Monday, September 7, 2009

The Solar Decathlon is coming Oct.9-13, 15-18 2009

If you ever wanted to see a solar village? You have to see this one. The Solar Decathlon is a competition to design and build a completely solar powered home. The Department of Energy along with the National Renewable Energy Laboratory (NREL) is the sponsor of this event. The event, held on the national mall in Washington DC comprises of 20 homes, designed and built by students from competing universities from around the world. They build their homes and then transport them to Washington and rebuild them on the national mall between the Washington Monument and the Capitol building. Pretty cool huh! Once completed the homes are open for public tours, where you get to walk through the homes and talk to the people that designed and built them.

The homes for the competition are small in proportion to a normal house (800 sq/ft). This is more about the size restraints on moving and rebuilding the homes in DC. It also levels the playing field, the teams have strict guidelines that they need to follow, as the project has it's own specific building codes. To find out more about the event check out the web site.

http://www.solardecathlon.org/




This will be my second time working on a Solar decathlon home and my third time attending the event. In 2007 I was the construction manager/supervisor for the MIT entry into the competition. To say the least it was one of my most challenging projects to date. We had just four months to completely build the home and transport it to DC for the event, It was the most difficult four months of my life. Not that an 800 sq/ft home would be difficult to build in that time frame, but the labor force for the project was all volunteer comprised primarily of students and a community of environmentally conscious people who loved the idea. For me it was the chance to fulfill a goal, I has set for myself nearly 30 years earlier while dreaming of the future. It was an amazing project and help me gain the knowledge, I needed to continue building homes of this kind. While I would never take on the role I had for the 2007 decathlon project, It is hard not to be involved. The team of students that took on this years project comprises of students from the Boston Architectural Collage in conjunction with Tufts University, or commonly known as Team Boston. The student leaders for this project were also involved with the MIT project in 2007 and that is were I got to know them. Early on they asked me to be an advisor for the 2009 project and I gladly excepted the chance to be involved again but in a much more limited role.

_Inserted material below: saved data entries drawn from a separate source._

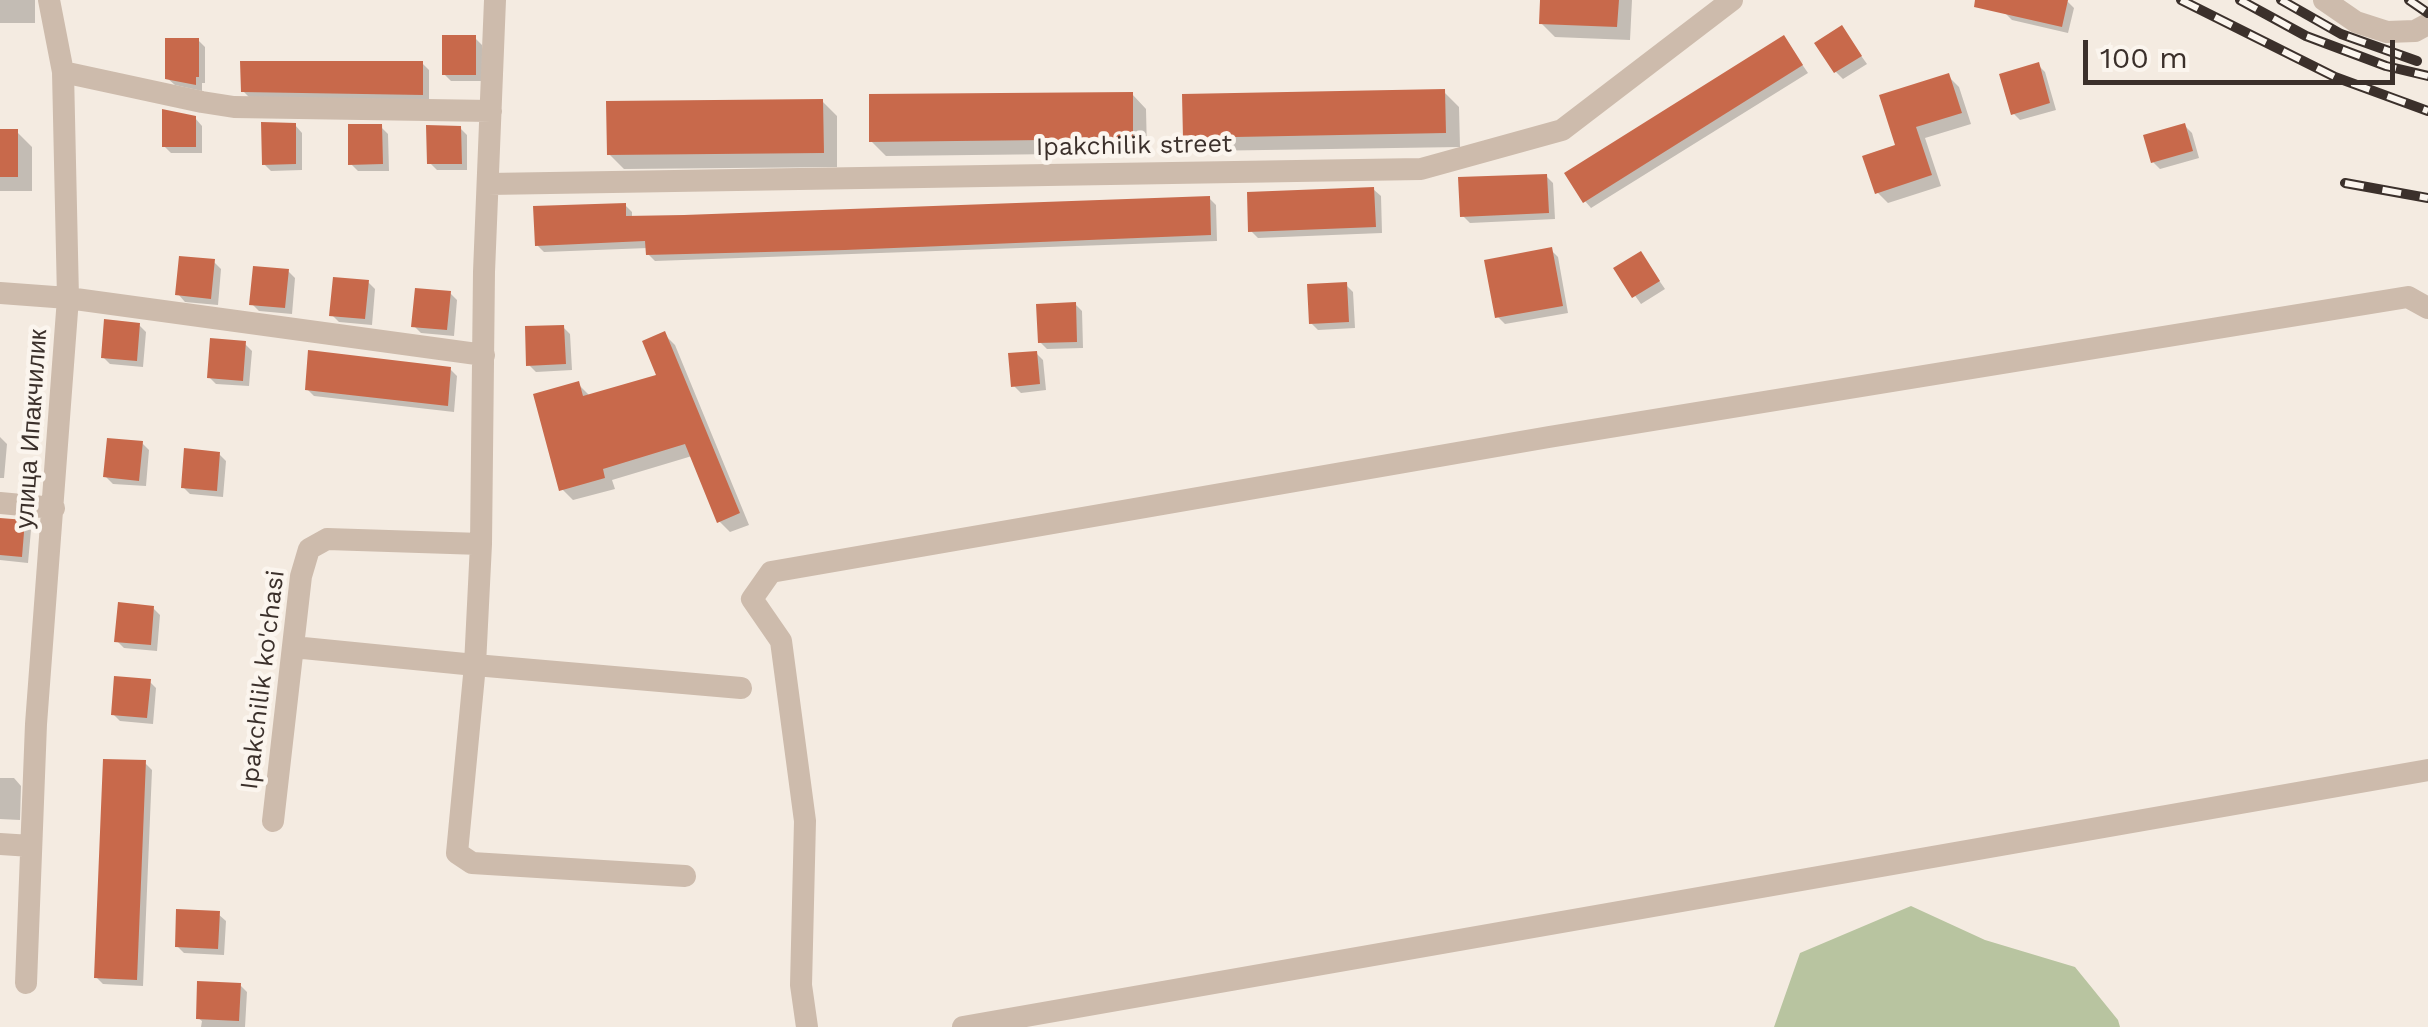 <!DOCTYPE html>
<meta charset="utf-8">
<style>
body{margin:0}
#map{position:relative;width:2428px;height:1027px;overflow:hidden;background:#f4ebe1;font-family:"Work Sans",sans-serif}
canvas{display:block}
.scale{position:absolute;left:2083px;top:40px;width:312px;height:45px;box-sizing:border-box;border:5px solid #3b302b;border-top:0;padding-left:12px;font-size:30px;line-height:35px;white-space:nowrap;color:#3b302b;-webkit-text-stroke:8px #fbf5ee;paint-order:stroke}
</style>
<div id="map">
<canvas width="2428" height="1027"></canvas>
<div class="scale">100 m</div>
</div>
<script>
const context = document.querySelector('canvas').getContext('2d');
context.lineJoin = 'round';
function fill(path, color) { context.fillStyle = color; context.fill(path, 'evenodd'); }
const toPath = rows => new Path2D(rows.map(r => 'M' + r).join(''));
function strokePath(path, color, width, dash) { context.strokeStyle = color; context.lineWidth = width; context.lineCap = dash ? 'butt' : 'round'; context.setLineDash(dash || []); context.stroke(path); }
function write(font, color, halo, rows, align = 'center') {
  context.font = font + ' "Work Sans",sans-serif'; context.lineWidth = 9; context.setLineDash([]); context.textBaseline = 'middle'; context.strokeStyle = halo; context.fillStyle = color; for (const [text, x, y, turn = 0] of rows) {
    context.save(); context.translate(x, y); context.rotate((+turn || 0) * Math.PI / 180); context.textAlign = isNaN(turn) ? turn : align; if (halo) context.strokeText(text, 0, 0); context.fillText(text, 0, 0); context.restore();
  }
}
fill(toPath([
 [1911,906,1985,940,2075,967,2118,1020,2120,1027,1774,1027,1800,953]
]), '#b8c4a0');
fill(toPath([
 [0,0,35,0,35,23,0,23],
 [1542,0,1632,0,1630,40,1555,37,1541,23],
 [2008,0,2067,1,2074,8,2068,33,2012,20,2005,13],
 [1842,29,1867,64,1843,79,1836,72],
 [475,38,482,45,482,81,451,81,444,74],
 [1784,38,1808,73,1591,208,1585,201],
 [198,40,205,47,205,83,202,83,202,91,175,85,167,78],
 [422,63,429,70,429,101,250,98,243,91],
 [2038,65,2045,72,2056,110,2020,120,2013,113],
 [1948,76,1959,87,1971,124,1925,138,1941,186,1888,203,1877,192,1898,147],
 [1444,92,1459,107,1460,147,1200,151,1185,136],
 [1132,94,1146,109,1147,153,886,156,871,141],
 [822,101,837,116,837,167,624,169,609,154],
 [195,118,202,126,202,153,171,153,164,146],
 [295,125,302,133,302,170,271,171,264,164],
 [2185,126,2192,133,2199,158,2160,169,2153,162],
 [381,127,388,134,389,171,358,171,351,164],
 [460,128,467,135,467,170,437,170,430,163],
 [0,132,17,132,32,147,32,191,0,191],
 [1546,176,1553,183,1555,219,1470,223,1463,216],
 [1373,189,1381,196,1382,233,1258,238,1251,231],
 [1209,198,1216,205,1217,241,655,261,648,254,648,248,544,252,537,245,625,205,632,212,632,218],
 [1551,250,1558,257,1568,313,1505,324,1498,317],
 [1641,254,1665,289,1641,304,1616,269],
 [214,262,221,269,218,305,185,302,178,294],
 [288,271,295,278,292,314,259,311,252,304],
 [368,282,375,289,372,325,339,322,332,315],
 [1346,285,1353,292,1355,328,1318,330,1311,323],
 [450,293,457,300,454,336,421,333,414,326],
 [1075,304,1082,311,1083,348,1047,349,1040,342],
 [139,325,146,332,143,367,110,364,103,357],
 [563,327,570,334,572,370,536,372,529,365],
 [664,334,675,345,749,525,730,532,719,521,692,456,612,480,615,489,573,500,562,489,578,384,589,395,660,376],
 [245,344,252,351,249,386,216,384,209,377],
 [1036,353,1043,360,1046,390,1021,393,1014,386],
 [450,369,457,376,454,412,314,396,307,389],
 [0,437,7,444,4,478,0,478],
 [142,443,149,450,146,486,113,484,106,477],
 [219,454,226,461,223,497,190,494,183,487],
 [0,520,24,523,31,530,28,563,0,560],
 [153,608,160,615,157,651,124,648,117,641],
 [149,681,156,688,153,724,120,721,113,714],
 [145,763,152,770,143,986,103,984,96,977],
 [0,778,14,778,21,786,20,820,0,819],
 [218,914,226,921,224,955,184,953,177,946],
 [240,985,247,992,245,1027,201,1027,202,1021,198,1018]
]), '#0003');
fill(toPath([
 [1540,0,1619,0,1617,27,1539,24],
 [1975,0,2068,0,2062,27,1974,7],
 [1842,25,1862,56,1834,73,1814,43],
 [442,35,476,35,476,75,442,75],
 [1784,35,1803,65,1583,203,1564,173],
 [165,38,199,38,199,77,196,77,196,85,165,79],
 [240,61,423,61,423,95,241,92],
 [2039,62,2050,103,2011,115,1999,74],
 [1949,73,1962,113,1916,127,1932,175,1875,194,1862,156,1895,145,1879,95],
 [1445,89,1446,133,1183,138,1182,94],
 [1133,92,1133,139,869,142,869,94],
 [823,99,824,153,607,155,606,101],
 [162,109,196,116,196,147,162,147],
 [261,122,296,123,296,164,262,165],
 [2185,123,2193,151,2151,163,2143,135],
 [348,124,382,124,383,164,348,165],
 [426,125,461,126,462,164,427,164],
 [0,129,18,129,18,177,0,177],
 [1547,174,1549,213,1460,217,1458,177],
 [1374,187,1376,227,1248,232,1247,192],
 [1210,196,1211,235,845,250,646,255,645,241,535,246,533,206,626,203,626,216,684,215],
 [1552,247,1563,306,1495,318,1484,260],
 [1641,251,1660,281,1632,298,1613,268],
 [179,256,215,259,211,299,175,295],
 [253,266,289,269,285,308,249,305],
 [333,277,369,280,365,319,329,316],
 [1347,282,1349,322,1309,324,1307,284],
 [415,288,451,291,447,330,411,327],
 [1076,302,1077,342,1038,343,1036,304],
 [104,319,140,323,137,361,101,358],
 [564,325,566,364,526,366,525,326],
 [665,331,740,513,717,523,685,444,603,469,605,478,559,491,533,394,579,381,583,396,656,375,642,341],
 [210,338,246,341,243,381,207,378],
 [308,350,451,367,448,406,305,390],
 [1037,351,1040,384,1011,387,1008,353],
 [107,438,143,441,139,481,103,477],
 [184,448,220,452,217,491,181,488],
 [0,518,25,520,22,557,0,555],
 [118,602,154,606,151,645,114,642],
 [114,676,151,679,147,718,111,715],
 [103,759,146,760,137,980,94,978],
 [176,909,220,911,218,949,175,947],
 [197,981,241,983,239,1021,196,1019]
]), '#c8694b');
strokePath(toPath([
 [2324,0,2356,22,2387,32,2415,31,2428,24],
 [63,72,202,102,234,107,491,111],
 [488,184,1421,169,1562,130,1732,0],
 [0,293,68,298,484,355],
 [0,503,54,508],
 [481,544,475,665,741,688],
 [293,647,475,665,457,853,472,863,685,876],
 [273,821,301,576,309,549,327,539,481,544,484,272,495,0],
 [0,844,31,846],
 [26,983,36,724,68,298,63,72,49,0],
 [807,1027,801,985,805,821,781,641,752,599,771,572,1549,437,2408,297,2428,308],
 [963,1027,2428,770]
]), '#cdbbac', 22);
const rail = toPath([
 [2181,0,2335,77,2428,111],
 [2240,0,2306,36,2386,66,2428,76],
 [2281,0,2341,34,2417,61],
 [2409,0,2428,13],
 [2345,183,2428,198]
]);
strokePath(rail, '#3b302b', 10);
strokePath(rail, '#fbf5ee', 6, [19]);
write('25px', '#3b302b', '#fbf5ee', [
 ["Ipakchilik street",1134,146,-1],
 ["улица Ипакчилик",32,429,-86],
 ["Ipakchilik ko'chasi",263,680,-83]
]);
</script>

Over the last year I have met with the team on different occasions to discuss the project as it progressed. In the last few months I have traveled up to the job site on different occasions to check on progress and sometimes lend a hand. As they push to finish the project in the next week of so, and then start dis assembly in preparation for the move to DC, I hope to help them along. Once in DC they have just 7 days to fully reassemble the house for the competition. I will be traveling down with them for the last 3 days of the build and the opening ceremony. This time I will take the time to check out the other homes, in 2007 I was so spent by the end of construction, I think I slept for a week.

While some of the designs are far fetched the principles are the same, build a home completely powered by solar energy. Make it attractive, efficient, livable, comfortable and affordable and display it to the public. While many of these homes are not really affordable in the broad sense, 2007's win was Germany and their home cost $1,400,000. for an 800 sq/ft home. That didn't even include transporting it to the US from Germany. Team Boston's goal is to make it an affordable one as well as livable, while still generating all the energy needs from solar energy.

http://www.livecurio.us/

While not exactly what I would consider affordable the cost for this project was around $300,000, slightly more expensive than the MIT project in 2007. I never did get the final costs for the house, but by my record keeping the cost were around $265,000. not including the prototype warm lite wall, some things you just couldn't put a price on.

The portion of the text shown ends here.